- _What you should do_: Starting at the first line of the data below, write out each line exactly until you reach the line containing "Map reading. Convert", and include that line too.

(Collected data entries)
•••••

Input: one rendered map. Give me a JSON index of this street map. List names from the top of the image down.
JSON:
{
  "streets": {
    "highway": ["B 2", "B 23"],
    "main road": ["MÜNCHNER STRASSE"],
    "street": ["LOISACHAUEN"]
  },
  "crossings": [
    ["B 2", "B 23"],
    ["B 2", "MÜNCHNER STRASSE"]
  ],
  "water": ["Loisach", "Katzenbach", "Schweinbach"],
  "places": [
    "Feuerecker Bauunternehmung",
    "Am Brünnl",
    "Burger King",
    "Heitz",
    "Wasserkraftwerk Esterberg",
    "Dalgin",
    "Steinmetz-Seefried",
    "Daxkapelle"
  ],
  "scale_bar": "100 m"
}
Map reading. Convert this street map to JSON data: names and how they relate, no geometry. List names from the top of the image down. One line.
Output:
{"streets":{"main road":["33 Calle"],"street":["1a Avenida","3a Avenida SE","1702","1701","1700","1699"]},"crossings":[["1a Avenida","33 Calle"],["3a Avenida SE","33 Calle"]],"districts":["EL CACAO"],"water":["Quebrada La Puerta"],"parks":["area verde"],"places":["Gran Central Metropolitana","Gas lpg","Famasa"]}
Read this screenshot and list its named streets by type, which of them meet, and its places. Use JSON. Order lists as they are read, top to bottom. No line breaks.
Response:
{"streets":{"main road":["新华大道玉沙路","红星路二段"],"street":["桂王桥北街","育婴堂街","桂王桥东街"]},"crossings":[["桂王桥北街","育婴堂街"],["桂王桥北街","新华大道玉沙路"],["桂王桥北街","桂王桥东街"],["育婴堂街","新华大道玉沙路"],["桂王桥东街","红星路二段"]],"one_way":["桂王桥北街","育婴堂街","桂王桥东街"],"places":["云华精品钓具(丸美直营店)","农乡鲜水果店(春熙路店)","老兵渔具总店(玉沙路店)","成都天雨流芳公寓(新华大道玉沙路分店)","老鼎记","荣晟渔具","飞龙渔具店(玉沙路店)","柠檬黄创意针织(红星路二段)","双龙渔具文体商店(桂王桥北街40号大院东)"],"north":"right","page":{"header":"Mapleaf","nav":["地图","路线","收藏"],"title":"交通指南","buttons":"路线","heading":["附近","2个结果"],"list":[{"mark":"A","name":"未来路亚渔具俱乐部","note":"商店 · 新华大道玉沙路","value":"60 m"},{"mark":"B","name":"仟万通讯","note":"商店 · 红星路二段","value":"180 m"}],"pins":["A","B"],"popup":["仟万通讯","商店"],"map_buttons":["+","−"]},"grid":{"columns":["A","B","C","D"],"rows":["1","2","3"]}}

•••••

- _Task output_:
Input: one rendered map. Give me a JSON index of this street map. List names from the top of the image down.
JSON:
{
  "streets": {
    "highway": ["B 2", "B 23"],
    "main road": ["MÜNCHNER STRASSE"],
    "street": ["LOISACHAUEN"]
  },
  "crossings": [
    ["B 2", "B 23"],
    ["B 2", "MÜNCHNER STRASSE"]
  ],
  "water": ["Loisach", "Katzenbach", "Schweinbach"],
  "places": [
    "Feuerecker Bauunternehmung",
    "Am Brünnl",
    "Burger King",
    "Heitz",
    "Wasserkraftwerk Esterberg",
    "Dalgin",
    "Steinmetz-Seefried",
    "Daxkapelle"
  ],
  "scale_bar": "100 m"
}
Map reading. Convert this street map to JSON data: names and how they relate, no geometry. List names from the top of the image down. One line.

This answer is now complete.